Surgeon Simulator studio Bossa today released a new game for Apple's smartwatch, presenting a strong case for the device's gameplay potential

Designing Spy Watch for the Apple Watch: Bossa’s story

Over the smartwatch’s brief history as a gaming platform, there’s not yet been the essential killer app.

There have been a handful of unquestionably enticing, interesting games released, and a bounty of creations apparently derivative of iconic titles from other platforms. But nothing has yet arrived that thrusts the smartwatch flag into the ground, declaring the hardware a gaming essential.

The problem is a question. What kind of game suits a smartwatch? It’s a dilemma that the team at London outfit Bossa Studios have been wrangling with, and they think they have the answer in Spy Watch, released today for the App Store as the Apple Watch launch looms.

"When you look at a hardware or a platform when you’re designing a game, you’ve really got to think about what’s good about that platform," explains Bossa’s COO Vince Farquharsonon. "You have to know why what your are doing is on that platform specifically, and not somewhere else."

So Farquharsonon and his colleagues started to consider what would make a game ideally suited to the Apple Watch. They decided to take a design lead from the way people use watches, believing their creation should be conceived to be played for three or fours seconds every twenty minutes. Immediately, they had presented themselves with quite a challenge.

A new genre

"We realised there aren’t games that you play like that," confirms Farquharsonon. "We then realised we had to really create a new genre, that we can then map a game to that works well on the device. We started to think about a game that could be played every 20 minutes for a few seconds. Not a lot springs to mind at first, so we looked at what Apple were doing with the Apple Watch; where they see the potential."

The Apple Watch, of course, is a device centred around – beyond time – quick interactions, communication and notifications. It is a particularly personal device, and specialises in delivering content in fast, fleeting moments, linking wearers with both apps and other people.

"We started to look at what kind of game could leverage those strengths," explains Farquharsonon. "We came up with the idea of communicating with someone – a fictional character – that is somewhere else.
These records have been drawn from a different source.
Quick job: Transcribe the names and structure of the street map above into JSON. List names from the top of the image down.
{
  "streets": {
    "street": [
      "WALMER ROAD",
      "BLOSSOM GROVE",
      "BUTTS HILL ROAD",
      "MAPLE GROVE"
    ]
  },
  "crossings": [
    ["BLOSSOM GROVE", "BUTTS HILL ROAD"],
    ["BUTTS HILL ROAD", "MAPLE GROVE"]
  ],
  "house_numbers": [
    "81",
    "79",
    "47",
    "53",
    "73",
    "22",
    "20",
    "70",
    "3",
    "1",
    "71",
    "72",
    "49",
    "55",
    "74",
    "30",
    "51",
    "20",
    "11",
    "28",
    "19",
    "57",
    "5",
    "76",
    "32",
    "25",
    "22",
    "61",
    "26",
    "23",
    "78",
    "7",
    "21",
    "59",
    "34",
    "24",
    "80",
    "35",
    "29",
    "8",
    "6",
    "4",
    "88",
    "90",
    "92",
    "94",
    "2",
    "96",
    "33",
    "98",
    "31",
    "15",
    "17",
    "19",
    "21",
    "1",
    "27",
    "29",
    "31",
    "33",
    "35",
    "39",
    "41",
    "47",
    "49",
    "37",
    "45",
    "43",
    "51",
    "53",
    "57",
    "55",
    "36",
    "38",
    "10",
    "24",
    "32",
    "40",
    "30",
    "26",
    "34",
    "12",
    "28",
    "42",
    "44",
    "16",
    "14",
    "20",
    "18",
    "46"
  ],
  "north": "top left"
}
We started to think about how you could be asked questions by that person, how you could make decisions for them, and ultimately steer them. And that’s really our game."
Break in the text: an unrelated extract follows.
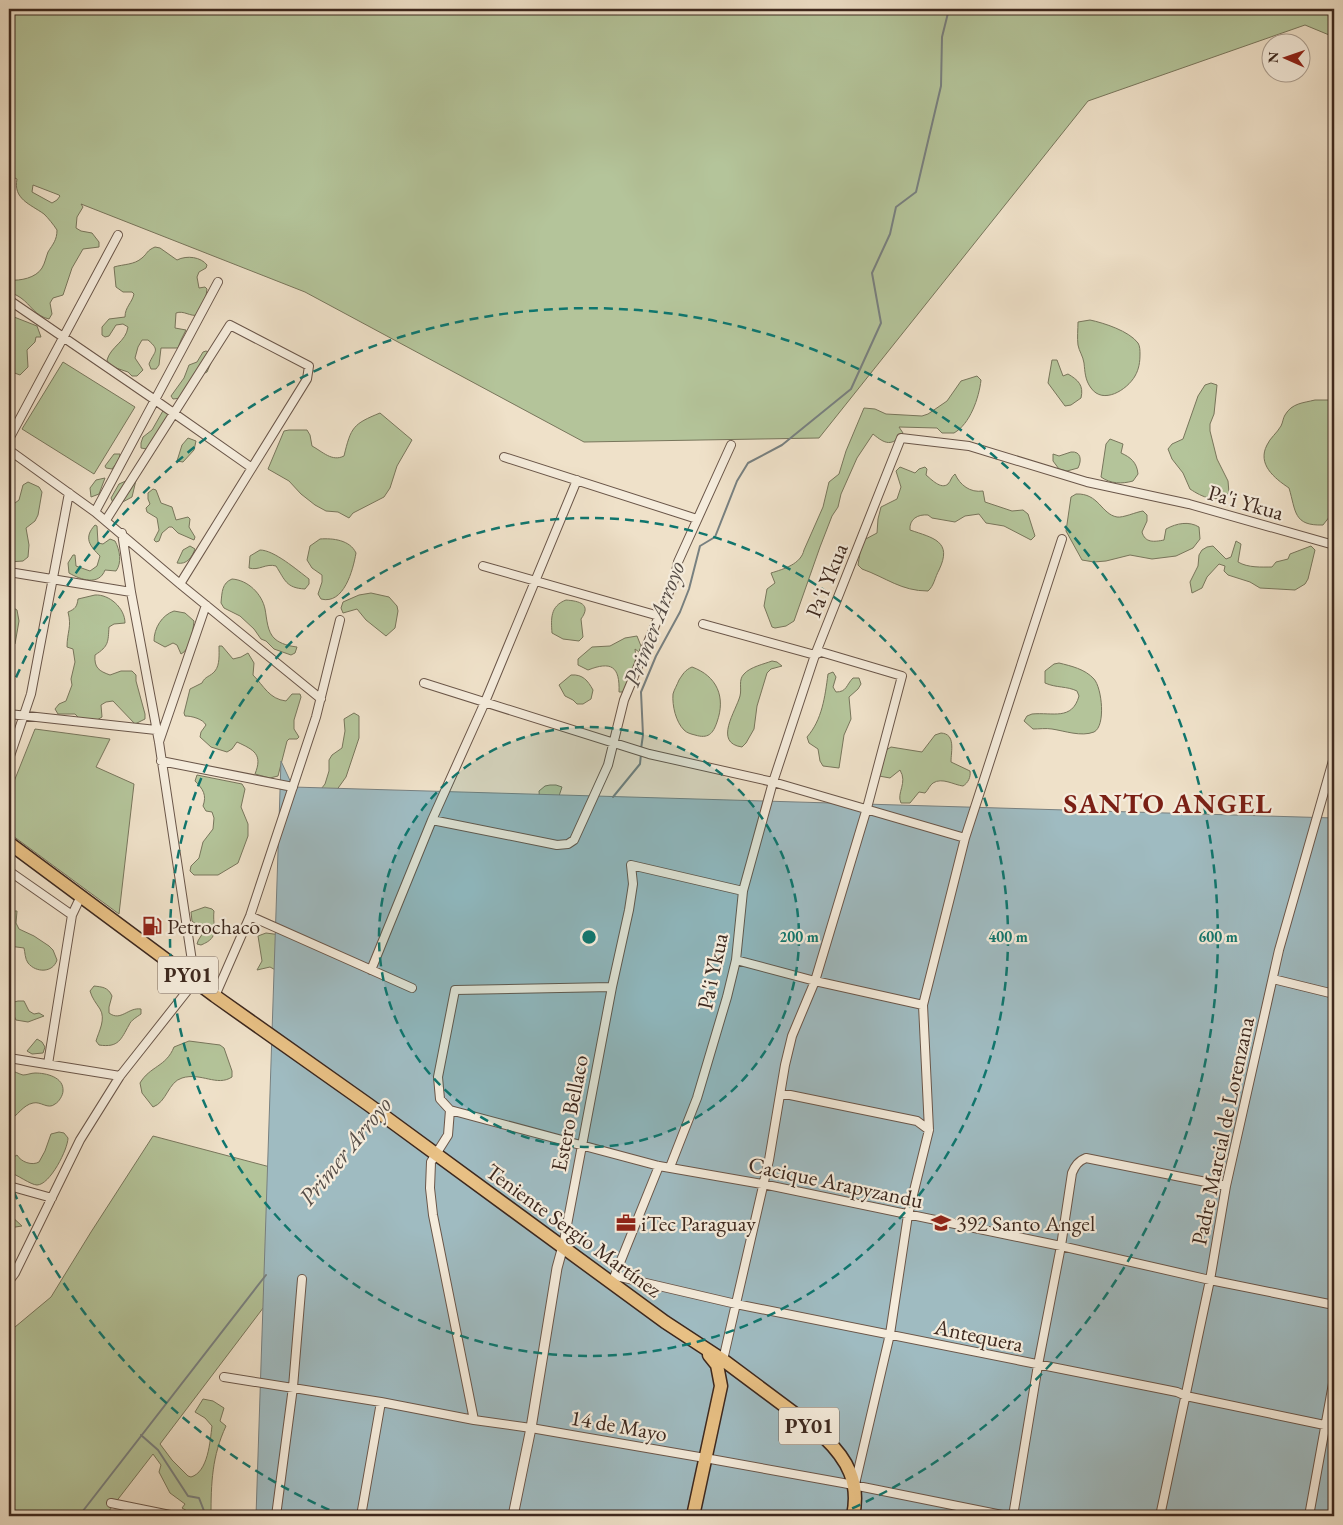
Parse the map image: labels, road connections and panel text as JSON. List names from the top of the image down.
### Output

The team started to work on the mechanics of the idea, striving to craft a title that exists within a messaging system. But they needed a theme, and one that would compliment the idea of communicating through a watch. Suddenly, it all became clear. Evoking an image of the iconic comic strip detective Dick Tracey, Farquharsonon explains how the game Spy Watch suddenly came together.
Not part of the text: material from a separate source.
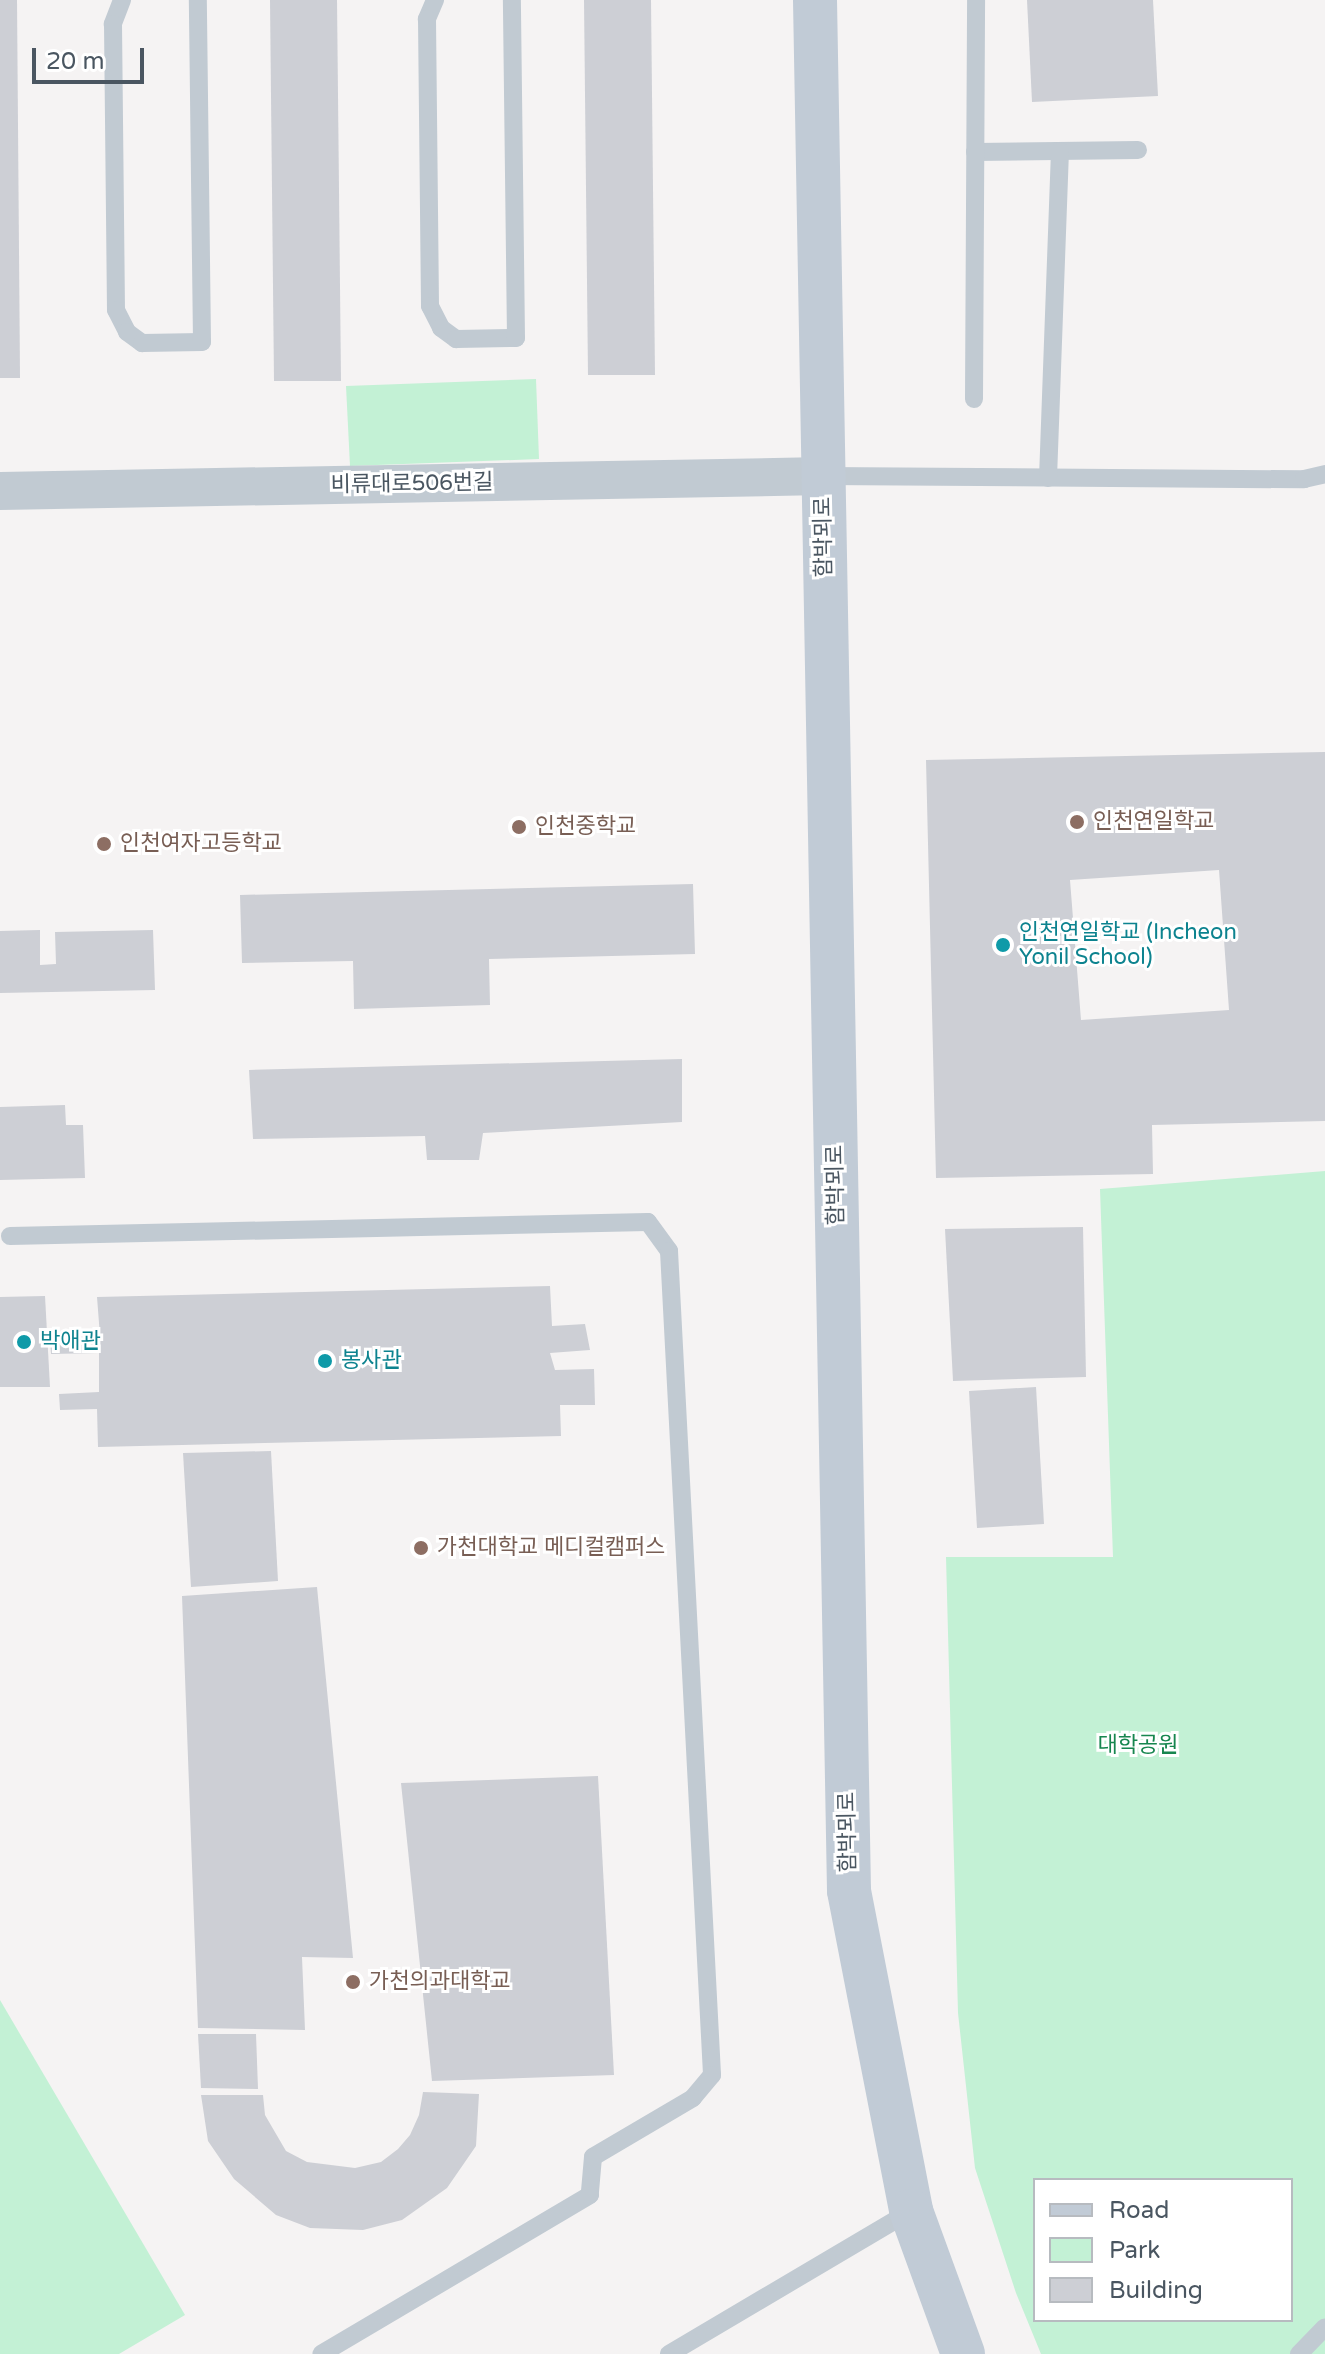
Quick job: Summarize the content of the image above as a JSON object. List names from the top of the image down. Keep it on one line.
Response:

"Relatively quickly we realised it would be so cool if we could make the Apple Watch offer that kind of ‘gadgety’ spy watch," he says. "We got the idea straight away, and it really seemed to resonate with the team."

And so it is that Spy Watch was born. And in it’s own way, Bossa’s creation revisits some of the most traditional gaming forms. Spy Watch is, after all, a piece of interactive fiction; a new model for the text adventure, delivered throughout the day as notifications in your watch, that appear in the same way new emails, social media alerts and text messages do.

And it is in part a live action role playing game too, albeit a solitary one. Simply put, the user, Apple Watch strapped to their wrist, plays a person wearing a cutting-edge smartwatch. They are the game character, with a real-world prop for interaction.

Come in Kitt

The gameplay itself sees you make decisions for an agent out in the field. Messages come in asking for guidance. Should the agent use charm of stealth to pass security? How should they enter a building? What destination should they head to, to complete a mission? Spy Watch provides the player with their own agent plaything, and delivers a world of subterfuge and espionage through ordinary notifications. It’s an engaging idea, and one that can be experienced almost entirely without going into the Spy Watch app itself, which presents a simulated UI for the titular gadget, allowing players to peruse mission progress and the like.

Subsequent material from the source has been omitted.